THE RAILROADS HISTORY

The Durango, Rico and Northern Railroad was conceived in the late 1800's as part of a network of rails and stagecoach lines designed to tie together the mountain ore towns between Durango and Rico and points North originally surveyed by Thomas Wigglesworth in 1881 for the Denver and Rio Grande, the route is generally believed to be the product of Otto Mears as part of the Rio Grande Southern. The line left Animas City, North Durango, ran several miles up the Las Animas River Valley, then up the North fork of Hermosa Creek and down Scotch Creek just South of Rico. From there, it followed the Delores River, through the Lost Canyon and over Cimas Pass and then back to Durango. Although the Rio Grande Southern did build from Durango to Ridgeway via the Delores River route surveyed by Wigglesworth, the Rico to Rockwood branch was never built and remained a stage line and later a logging road.


The Denver and Rio Grande already had a existing line from Durango through Rockwood and on to Silverton. The Durango, Rico and Northern would have ran from Rockwood to Rico via Hermosa Park, then the East fork of Hermosa Creek, then down Scotch Creek, to Scotch Creek Junction with the Rio Grande Southern.  It is this branch that is being recreated and modeled here on this web-site and in SN3 as it would have appeared in the years spanning 1940-1949 in Southwestern Colorado.

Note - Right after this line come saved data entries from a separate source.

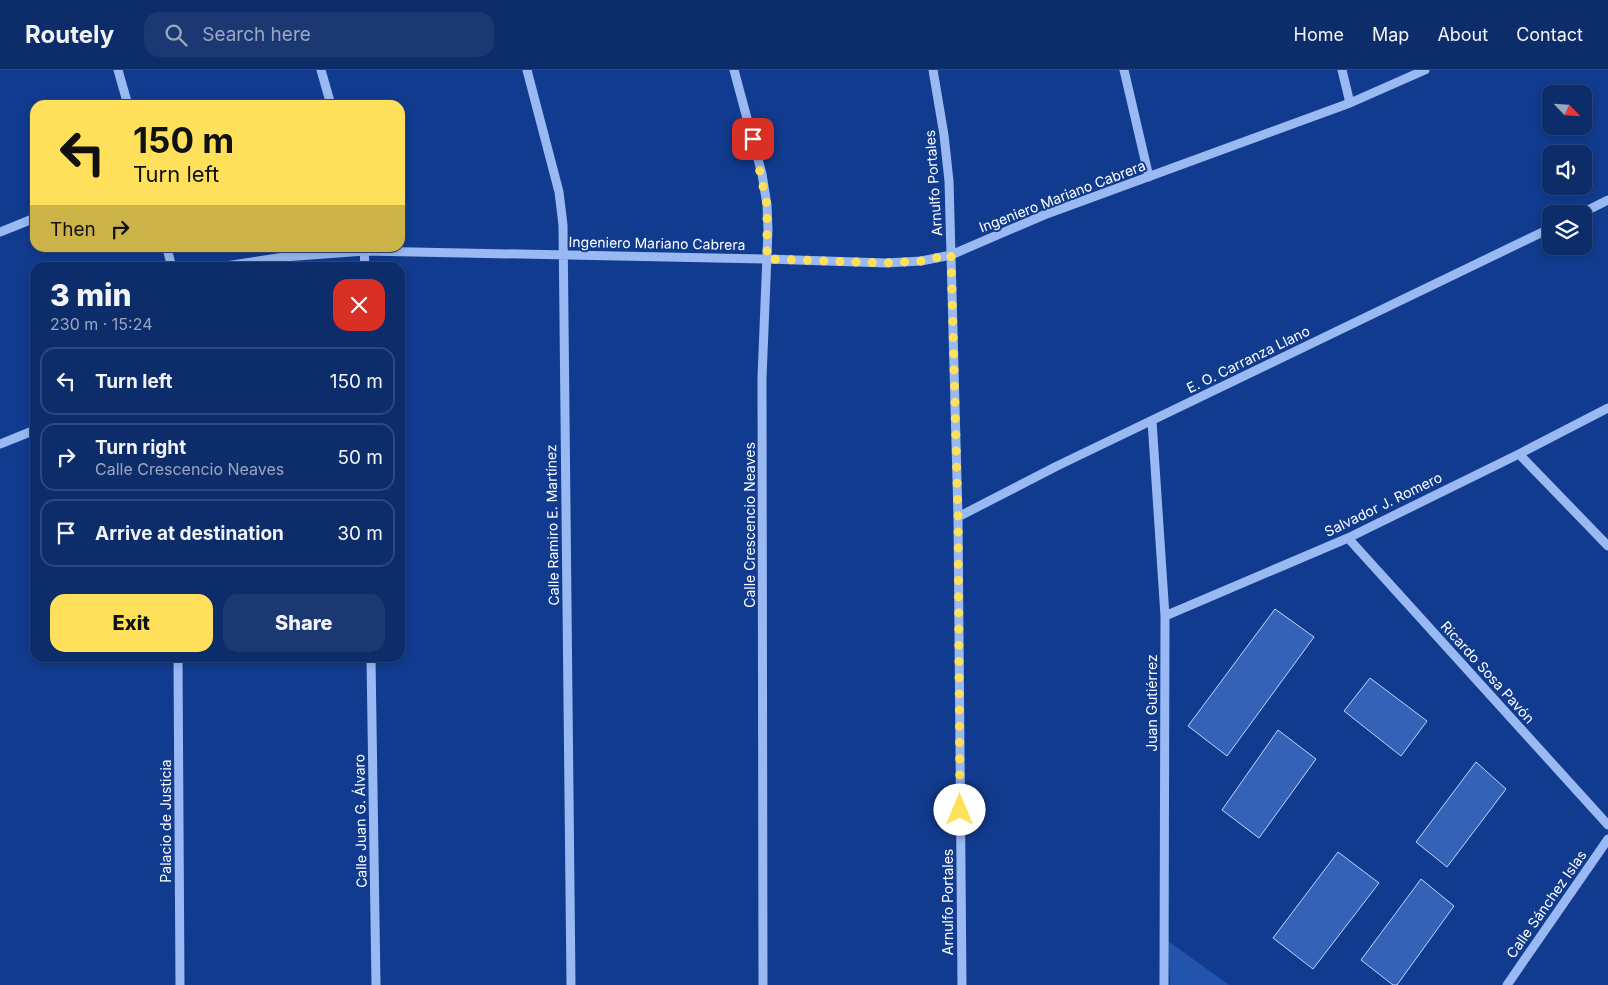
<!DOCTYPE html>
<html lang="en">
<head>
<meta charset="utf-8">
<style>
	body { margin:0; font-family:Inter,sans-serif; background:#1b3872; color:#f1f3f6; height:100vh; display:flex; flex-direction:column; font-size:19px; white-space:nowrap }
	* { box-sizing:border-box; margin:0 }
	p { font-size:16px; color:#9aa7c1 }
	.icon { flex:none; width:28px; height:28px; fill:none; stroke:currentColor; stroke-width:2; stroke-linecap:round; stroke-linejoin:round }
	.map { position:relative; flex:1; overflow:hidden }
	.panel { position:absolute; left:30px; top:192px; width:375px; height:400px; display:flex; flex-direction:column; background:#0d2c6a; border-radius:15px; box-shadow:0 2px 8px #0003,0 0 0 1px #2d487e }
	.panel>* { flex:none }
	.top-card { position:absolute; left:30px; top:30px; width:375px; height:152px; border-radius:15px; box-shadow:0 2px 8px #0003,0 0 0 1px #2d487e; background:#ffe05b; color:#111; overflow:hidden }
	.needle { width:32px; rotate:115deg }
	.buttons { position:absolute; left:1542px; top:15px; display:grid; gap:10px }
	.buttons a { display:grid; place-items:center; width:50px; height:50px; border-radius:10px; background:#0d2c6a; box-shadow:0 2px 8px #0003,0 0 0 1px #2d487e; font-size:25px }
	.pin { position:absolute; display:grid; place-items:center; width:42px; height:42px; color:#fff; margin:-21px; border-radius:10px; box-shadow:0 2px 8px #0006 }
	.me { position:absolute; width:55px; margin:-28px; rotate:0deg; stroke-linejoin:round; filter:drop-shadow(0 0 4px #0008) }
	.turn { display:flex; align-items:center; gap:18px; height:105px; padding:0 20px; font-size:22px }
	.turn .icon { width:65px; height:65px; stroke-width:2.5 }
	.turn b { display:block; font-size:35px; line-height:42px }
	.then { display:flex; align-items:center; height:48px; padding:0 20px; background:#0003; gap:10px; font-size:19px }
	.round { display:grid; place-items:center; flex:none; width:52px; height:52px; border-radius:15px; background:#1b3872 }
	.headline { display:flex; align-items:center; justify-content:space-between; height:85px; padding:0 20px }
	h1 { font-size:30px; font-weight:800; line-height:38px }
	.primary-button { display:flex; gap:10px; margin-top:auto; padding:10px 20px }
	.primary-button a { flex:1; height:58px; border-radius:15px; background:#ffe05b; color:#111; font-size:20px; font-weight:800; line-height:58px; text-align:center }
	.primary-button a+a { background:#1b3872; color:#f1f3f6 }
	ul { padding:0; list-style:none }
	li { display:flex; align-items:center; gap:15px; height:68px; margin:0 10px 8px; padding:0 10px; border:2px solid #2d487e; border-radius:15px }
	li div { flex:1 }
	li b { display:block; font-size:19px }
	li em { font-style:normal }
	header { display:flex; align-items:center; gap:30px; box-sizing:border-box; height:70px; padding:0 25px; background:#0d2c6a; border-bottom:1px solid #2d487e }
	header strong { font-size:24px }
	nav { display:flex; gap:28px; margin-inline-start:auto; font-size:18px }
	.search { width:350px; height:45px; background:#1b3872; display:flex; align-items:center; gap:12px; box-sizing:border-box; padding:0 18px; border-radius:15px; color:#9aa7c1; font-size:19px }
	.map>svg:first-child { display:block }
</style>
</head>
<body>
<header>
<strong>Routely</strong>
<div class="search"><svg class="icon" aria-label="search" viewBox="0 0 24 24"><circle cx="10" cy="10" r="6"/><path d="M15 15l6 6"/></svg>Search here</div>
<nav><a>Home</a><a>Map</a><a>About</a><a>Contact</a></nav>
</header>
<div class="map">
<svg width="1608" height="915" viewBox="0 0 1608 915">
	<rect width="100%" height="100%" fill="#113b8e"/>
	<path fill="#2253ad" d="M1168,871L1229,915H1170Z"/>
	<path fill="#3462b6" stroke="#c1d6fd" d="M1275,539L1314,567L1227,686L1188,656Z
		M1370,608L1427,651L1401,686L1344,641Z
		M1278,660L1316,689L1259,768L1222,740Z
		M1476,692L1506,719L1447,797L1416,772Z
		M1338,782L1379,813L1313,899L1273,868Z
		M1421,809L1454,836L1397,915H1393L1361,890Z"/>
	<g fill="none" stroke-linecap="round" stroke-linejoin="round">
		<path stroke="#9ab9f2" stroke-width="9" d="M118,0L128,35
			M321,0L331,35
			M527,0L559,122L563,155L571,915
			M734,0L762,104L767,135L768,160L762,308L763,915
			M933,0L944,65L949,111L958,447L962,915
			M1124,0L1149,107
			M1342,0L1350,33
			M1580,144L1608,130
			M0,162L35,148
			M167,178L172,198
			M364,178L365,198
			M213,198L284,187L365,181L767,189L886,193L921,191L951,185L1044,145L1350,33L1425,0
			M1152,351L1165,546L1164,915
			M0,374L35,360
			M1519,384L1608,476
			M958,447L1057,396L1551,158
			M1348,468L1608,755
			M1165,546L1348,468L1519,384L1608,338
			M178,588L180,915
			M371,588L376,915
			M1507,915L1608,769"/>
	</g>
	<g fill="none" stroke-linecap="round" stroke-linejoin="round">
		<path stroke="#ffe05b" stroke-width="9" stroke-dasharray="0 16.2" d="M753,69L767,135V189L886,193L921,191L951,185L958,447L960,740"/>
	</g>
	<g text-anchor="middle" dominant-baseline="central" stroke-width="4" stroke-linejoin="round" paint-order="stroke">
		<g font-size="14" fill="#fff" stroke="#113b8e">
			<text transform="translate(933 113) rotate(-94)">Arnulfo Portales</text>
			<text transform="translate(1062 126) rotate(-21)">Ingeniero Mariano Cabrera</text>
			<text transform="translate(657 173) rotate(1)">Ingeniero Mariano Cabrera</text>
			<text transform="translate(1248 289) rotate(-26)">E. O. Carranza Llano</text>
			<text transform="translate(1383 434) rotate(-26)">Salvador J. Romero</text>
			<text transform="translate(552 455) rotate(-91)">Calle Ramiro E. Martínez</text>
			<text transform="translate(749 455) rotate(-90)">Calle Crescencio Neaves</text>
			<text transform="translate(1488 602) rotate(48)">Ricardo Sosa Pavón</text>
			<text transform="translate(1151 633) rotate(-90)">Juan Gutiérrez</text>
			<text transform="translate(165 751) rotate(-90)">Palacio de Justicia</text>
			<text transform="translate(360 751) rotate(-91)">Calle Juan G. Álvaro</text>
			<text transform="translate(947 832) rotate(-90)">Arnulfo Portales</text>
			<text transform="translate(1546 834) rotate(-55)">Calle Sánchez Islas</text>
		</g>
	</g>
</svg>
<div class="buttons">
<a><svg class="needle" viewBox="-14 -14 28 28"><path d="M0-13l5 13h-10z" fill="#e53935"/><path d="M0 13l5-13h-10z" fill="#9aa7c1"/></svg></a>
<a><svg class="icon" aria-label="sound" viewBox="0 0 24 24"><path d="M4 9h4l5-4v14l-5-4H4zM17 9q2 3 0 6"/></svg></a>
<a><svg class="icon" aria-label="layers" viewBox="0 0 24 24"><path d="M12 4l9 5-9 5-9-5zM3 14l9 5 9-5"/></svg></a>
</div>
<div class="pin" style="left:753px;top:69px;background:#d93025"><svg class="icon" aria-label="arrive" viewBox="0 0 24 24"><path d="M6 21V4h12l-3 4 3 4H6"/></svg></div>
<svg class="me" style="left:960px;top:740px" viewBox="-20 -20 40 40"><circle r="19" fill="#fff"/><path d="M0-13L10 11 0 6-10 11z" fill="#ffe05b"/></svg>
<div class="top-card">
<div class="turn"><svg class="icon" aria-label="left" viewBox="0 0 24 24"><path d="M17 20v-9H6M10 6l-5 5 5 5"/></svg><div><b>150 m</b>Turn left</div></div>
<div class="then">Then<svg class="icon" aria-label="right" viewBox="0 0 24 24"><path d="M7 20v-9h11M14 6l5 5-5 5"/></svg></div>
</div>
<section class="panel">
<div class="headline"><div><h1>3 min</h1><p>230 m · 15:24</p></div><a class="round" style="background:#d93025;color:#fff"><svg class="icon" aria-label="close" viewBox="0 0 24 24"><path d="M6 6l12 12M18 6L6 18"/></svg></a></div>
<ul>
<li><svg class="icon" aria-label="left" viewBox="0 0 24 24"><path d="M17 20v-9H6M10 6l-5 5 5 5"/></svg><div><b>Turn left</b></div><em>150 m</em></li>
<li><svg class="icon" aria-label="right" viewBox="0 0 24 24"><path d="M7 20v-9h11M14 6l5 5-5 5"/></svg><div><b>Turn right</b><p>Calle Crescencio Neaves</p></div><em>50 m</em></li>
<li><svg class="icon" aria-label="arrive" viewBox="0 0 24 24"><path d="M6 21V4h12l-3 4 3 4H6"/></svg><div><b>Arrive at destination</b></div><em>30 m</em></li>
</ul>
<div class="primary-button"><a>Exit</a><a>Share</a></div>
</section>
</div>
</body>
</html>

The DR&N, all it's references and descriptions are based on research material from the Rio Grande Southern construction as well as the Denver and Rio Grande during the 1890's and later years.  During its construction, the DR&N had enough foresight to lay 50 pound rail, build heavier bridges  and more adequate grading than was needed in 1891. This foresight paid off as the line was able to utilize its own C-16’s and the heavier K-27’s it leased from Denver and Rio Grande over the years.